TASK DETAILS
Report only the number of lines below in which the string "absolute" appears.

MATERIAL PROVIDED
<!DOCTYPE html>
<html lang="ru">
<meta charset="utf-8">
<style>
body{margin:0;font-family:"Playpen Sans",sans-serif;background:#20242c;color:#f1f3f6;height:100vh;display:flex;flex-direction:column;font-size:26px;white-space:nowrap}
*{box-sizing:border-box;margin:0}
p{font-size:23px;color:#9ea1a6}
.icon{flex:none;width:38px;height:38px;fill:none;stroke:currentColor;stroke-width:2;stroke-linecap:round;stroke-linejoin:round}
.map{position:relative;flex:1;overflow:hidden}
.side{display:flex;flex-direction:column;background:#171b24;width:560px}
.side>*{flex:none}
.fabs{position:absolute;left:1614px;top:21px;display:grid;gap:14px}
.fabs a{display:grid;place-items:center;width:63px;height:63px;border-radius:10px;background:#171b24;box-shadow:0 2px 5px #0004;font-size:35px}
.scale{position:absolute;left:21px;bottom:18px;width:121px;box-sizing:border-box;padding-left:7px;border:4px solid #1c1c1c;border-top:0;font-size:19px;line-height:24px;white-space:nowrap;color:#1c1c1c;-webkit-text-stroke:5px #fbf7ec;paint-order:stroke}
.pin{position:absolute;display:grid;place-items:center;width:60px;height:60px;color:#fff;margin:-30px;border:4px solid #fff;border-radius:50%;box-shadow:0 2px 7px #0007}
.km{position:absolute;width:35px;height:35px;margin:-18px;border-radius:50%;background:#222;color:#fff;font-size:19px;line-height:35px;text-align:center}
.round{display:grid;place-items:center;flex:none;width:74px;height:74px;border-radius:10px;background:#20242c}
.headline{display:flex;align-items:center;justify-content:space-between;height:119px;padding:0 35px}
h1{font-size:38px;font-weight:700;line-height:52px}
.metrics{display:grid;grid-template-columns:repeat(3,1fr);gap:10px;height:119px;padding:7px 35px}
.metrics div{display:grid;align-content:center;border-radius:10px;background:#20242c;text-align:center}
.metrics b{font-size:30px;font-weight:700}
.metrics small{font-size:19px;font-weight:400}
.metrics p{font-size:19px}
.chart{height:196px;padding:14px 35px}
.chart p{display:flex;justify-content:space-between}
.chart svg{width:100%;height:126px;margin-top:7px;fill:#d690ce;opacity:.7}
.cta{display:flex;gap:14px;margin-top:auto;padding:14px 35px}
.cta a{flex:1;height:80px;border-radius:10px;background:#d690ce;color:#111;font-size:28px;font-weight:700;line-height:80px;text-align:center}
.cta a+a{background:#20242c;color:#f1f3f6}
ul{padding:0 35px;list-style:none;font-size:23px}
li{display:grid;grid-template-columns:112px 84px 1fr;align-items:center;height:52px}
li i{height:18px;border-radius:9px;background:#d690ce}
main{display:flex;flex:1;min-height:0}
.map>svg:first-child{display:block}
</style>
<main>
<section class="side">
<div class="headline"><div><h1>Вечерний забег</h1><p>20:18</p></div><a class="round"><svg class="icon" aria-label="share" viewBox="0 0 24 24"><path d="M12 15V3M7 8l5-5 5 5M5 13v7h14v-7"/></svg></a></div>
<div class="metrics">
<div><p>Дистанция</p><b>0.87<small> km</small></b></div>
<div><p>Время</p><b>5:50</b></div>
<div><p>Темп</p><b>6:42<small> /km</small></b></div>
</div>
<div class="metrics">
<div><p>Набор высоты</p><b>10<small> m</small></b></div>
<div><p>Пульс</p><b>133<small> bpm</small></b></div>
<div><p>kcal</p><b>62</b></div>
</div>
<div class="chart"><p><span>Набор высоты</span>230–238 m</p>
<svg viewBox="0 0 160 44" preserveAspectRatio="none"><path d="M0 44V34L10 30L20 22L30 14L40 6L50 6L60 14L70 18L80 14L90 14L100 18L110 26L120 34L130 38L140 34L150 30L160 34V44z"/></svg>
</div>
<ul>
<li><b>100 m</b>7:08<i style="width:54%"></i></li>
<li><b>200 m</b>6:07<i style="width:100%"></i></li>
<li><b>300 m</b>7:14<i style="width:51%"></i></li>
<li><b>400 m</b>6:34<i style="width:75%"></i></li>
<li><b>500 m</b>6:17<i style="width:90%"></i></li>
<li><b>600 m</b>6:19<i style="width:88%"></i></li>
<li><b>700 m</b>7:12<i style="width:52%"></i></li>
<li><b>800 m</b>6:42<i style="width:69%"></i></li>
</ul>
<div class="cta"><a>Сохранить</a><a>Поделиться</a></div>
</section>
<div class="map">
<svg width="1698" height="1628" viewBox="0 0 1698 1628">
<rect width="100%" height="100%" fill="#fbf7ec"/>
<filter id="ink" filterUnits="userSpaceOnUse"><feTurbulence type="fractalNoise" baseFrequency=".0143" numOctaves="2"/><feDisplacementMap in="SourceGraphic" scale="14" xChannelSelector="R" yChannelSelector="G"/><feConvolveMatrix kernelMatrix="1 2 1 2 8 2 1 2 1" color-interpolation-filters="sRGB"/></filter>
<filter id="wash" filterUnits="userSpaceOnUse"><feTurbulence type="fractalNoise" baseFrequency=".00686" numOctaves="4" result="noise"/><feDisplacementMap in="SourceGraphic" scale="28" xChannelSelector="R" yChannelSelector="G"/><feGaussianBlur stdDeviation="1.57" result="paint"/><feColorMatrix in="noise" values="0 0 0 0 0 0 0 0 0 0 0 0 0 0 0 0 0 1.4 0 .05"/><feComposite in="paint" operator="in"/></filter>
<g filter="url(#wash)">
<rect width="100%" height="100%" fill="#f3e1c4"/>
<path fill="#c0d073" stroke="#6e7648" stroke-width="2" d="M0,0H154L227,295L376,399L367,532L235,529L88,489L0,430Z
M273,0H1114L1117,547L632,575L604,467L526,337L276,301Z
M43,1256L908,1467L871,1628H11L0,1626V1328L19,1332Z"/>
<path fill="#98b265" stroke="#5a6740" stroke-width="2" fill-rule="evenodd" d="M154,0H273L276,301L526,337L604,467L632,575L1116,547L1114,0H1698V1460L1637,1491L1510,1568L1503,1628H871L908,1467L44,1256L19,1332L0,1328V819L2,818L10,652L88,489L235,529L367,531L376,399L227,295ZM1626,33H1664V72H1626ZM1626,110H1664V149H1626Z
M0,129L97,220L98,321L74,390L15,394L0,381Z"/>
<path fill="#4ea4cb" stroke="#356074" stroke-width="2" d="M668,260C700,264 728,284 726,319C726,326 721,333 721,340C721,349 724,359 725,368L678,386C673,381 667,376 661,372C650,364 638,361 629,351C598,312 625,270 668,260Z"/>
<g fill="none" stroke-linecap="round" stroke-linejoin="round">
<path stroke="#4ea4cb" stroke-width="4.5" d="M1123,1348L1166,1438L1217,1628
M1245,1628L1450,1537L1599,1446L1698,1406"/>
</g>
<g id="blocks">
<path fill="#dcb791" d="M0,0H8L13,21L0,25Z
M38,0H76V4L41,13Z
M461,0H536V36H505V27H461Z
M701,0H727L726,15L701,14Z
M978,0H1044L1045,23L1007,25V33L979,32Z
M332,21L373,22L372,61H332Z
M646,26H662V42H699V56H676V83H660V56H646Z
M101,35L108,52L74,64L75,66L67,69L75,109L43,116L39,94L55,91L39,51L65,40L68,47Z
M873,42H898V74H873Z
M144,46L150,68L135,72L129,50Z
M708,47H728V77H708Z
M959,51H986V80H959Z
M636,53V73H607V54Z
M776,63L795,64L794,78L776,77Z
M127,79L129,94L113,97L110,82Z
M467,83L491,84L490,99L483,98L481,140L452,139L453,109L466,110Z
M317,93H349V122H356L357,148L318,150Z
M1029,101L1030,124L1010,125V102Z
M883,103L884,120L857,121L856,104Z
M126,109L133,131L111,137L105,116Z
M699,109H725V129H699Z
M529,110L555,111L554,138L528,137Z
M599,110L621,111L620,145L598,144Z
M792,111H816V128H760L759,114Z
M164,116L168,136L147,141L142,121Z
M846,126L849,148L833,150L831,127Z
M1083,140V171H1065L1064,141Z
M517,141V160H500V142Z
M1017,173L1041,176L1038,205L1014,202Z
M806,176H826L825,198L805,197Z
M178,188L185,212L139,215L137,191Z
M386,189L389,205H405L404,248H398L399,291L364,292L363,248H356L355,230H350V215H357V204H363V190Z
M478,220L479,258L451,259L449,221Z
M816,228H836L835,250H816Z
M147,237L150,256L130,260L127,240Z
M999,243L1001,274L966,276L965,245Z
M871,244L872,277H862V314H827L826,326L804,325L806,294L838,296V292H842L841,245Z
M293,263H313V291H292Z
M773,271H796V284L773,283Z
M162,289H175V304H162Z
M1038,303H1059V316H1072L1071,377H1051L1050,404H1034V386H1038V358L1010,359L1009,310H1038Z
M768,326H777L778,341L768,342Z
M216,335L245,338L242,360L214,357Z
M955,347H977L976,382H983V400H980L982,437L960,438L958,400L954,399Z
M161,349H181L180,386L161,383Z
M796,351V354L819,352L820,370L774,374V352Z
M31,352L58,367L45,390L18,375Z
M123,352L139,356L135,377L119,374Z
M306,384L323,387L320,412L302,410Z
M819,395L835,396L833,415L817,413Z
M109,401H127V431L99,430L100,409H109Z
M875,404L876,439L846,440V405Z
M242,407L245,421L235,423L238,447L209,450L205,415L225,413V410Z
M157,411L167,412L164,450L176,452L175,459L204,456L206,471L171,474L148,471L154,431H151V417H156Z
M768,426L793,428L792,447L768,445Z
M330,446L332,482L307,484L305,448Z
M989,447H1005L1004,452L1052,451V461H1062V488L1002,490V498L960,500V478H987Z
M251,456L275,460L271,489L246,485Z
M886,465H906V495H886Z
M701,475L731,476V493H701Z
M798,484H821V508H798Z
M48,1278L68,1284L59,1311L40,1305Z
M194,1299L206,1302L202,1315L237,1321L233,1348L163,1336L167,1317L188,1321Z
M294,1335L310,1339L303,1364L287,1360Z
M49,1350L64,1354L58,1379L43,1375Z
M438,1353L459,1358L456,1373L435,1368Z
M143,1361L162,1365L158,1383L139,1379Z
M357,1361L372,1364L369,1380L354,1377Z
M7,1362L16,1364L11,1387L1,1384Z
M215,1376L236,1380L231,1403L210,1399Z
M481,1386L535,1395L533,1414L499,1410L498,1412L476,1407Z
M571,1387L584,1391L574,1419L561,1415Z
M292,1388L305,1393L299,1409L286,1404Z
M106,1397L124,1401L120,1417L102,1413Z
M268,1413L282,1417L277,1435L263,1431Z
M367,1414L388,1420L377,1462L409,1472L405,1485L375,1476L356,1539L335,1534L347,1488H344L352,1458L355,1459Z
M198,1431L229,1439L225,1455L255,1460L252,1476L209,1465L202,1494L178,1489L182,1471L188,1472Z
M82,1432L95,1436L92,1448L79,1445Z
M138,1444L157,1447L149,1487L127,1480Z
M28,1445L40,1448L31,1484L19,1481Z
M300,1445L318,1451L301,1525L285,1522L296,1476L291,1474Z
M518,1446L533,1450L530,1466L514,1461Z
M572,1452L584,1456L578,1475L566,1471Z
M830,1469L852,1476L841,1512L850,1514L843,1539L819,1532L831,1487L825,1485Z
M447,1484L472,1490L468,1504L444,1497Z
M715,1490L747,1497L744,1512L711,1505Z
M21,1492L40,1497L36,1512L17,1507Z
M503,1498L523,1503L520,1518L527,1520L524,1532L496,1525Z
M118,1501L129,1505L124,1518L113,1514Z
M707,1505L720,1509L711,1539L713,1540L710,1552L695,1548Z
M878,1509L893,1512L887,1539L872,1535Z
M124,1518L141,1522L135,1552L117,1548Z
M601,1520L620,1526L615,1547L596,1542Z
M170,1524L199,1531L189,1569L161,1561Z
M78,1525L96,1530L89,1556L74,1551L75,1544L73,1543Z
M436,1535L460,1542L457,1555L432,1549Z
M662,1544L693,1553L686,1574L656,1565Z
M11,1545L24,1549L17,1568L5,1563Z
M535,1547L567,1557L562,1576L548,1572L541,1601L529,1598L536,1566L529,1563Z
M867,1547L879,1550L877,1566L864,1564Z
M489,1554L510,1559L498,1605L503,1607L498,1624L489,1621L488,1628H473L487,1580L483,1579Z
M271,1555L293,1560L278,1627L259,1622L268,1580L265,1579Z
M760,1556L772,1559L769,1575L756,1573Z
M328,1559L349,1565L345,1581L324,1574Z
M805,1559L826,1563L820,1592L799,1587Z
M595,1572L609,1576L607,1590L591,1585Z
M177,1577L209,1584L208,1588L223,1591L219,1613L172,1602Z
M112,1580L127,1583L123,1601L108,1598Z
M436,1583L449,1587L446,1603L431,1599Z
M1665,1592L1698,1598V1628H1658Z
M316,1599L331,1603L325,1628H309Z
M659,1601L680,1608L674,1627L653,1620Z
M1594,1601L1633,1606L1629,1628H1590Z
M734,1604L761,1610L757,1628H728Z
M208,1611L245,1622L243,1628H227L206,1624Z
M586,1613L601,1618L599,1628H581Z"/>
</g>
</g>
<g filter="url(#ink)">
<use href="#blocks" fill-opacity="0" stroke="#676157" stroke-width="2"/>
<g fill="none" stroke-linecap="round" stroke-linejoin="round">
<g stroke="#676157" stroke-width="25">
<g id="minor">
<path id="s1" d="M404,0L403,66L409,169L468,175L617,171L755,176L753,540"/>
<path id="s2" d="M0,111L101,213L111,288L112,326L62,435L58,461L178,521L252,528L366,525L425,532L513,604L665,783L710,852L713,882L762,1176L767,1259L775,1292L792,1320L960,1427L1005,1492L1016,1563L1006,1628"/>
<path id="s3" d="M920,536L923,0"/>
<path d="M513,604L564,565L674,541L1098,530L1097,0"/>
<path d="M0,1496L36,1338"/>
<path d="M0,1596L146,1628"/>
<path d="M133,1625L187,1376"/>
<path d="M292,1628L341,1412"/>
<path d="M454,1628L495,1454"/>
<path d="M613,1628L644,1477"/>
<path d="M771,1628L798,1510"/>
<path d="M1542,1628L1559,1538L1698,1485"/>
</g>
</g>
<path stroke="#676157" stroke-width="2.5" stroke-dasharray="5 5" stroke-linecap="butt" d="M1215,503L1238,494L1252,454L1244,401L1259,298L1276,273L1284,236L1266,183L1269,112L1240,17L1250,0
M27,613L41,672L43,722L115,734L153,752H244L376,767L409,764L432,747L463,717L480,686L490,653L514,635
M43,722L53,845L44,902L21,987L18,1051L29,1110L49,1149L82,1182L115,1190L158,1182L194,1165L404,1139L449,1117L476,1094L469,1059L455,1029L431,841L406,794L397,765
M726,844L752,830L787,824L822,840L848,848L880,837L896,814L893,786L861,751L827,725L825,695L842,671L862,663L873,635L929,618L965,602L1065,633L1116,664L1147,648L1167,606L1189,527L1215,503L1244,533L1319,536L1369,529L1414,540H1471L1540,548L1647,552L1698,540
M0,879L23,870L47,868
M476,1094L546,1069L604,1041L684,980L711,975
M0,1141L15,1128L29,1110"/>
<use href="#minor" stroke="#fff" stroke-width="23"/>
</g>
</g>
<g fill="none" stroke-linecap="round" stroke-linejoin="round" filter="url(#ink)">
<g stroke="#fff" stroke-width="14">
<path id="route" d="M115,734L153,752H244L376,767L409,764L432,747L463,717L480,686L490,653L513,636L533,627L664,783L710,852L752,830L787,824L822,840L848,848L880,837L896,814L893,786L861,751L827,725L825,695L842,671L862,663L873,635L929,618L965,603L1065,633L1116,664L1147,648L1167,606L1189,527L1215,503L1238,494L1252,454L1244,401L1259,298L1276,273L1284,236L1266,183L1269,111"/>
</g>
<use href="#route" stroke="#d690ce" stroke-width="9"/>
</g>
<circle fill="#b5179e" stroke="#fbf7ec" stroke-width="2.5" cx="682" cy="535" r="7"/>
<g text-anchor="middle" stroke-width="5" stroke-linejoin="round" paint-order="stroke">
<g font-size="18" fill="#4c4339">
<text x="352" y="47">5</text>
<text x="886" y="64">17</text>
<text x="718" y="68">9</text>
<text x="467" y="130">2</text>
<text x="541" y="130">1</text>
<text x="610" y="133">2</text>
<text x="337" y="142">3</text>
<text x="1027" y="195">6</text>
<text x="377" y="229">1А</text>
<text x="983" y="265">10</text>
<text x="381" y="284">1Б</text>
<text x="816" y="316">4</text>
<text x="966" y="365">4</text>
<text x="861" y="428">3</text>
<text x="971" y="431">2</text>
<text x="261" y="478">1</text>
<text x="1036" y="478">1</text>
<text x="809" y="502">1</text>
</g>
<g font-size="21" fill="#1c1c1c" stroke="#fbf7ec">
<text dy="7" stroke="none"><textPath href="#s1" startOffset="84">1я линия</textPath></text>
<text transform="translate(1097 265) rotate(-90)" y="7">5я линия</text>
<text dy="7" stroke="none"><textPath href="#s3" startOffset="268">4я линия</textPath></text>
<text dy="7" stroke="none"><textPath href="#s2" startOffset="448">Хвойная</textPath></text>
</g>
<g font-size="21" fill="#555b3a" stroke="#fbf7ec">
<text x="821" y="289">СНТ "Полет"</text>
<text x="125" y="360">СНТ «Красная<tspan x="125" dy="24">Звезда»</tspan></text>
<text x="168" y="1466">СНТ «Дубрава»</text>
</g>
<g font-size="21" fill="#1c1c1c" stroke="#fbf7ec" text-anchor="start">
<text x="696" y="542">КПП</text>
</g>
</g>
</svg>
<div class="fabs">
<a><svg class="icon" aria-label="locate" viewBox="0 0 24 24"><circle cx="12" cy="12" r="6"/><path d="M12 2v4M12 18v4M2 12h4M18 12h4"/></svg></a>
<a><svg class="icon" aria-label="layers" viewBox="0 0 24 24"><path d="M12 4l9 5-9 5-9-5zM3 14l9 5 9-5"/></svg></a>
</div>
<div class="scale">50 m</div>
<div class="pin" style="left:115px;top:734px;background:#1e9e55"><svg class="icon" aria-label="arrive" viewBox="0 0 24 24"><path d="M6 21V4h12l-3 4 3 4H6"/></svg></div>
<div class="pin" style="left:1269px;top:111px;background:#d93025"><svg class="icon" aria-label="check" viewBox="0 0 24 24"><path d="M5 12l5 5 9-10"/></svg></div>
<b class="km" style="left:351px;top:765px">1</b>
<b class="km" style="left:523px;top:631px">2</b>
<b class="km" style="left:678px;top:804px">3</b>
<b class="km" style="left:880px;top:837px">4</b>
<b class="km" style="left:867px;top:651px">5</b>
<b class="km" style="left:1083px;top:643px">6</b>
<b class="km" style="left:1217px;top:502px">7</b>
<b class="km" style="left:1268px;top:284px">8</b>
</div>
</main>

EXERCISE OUTPUT
4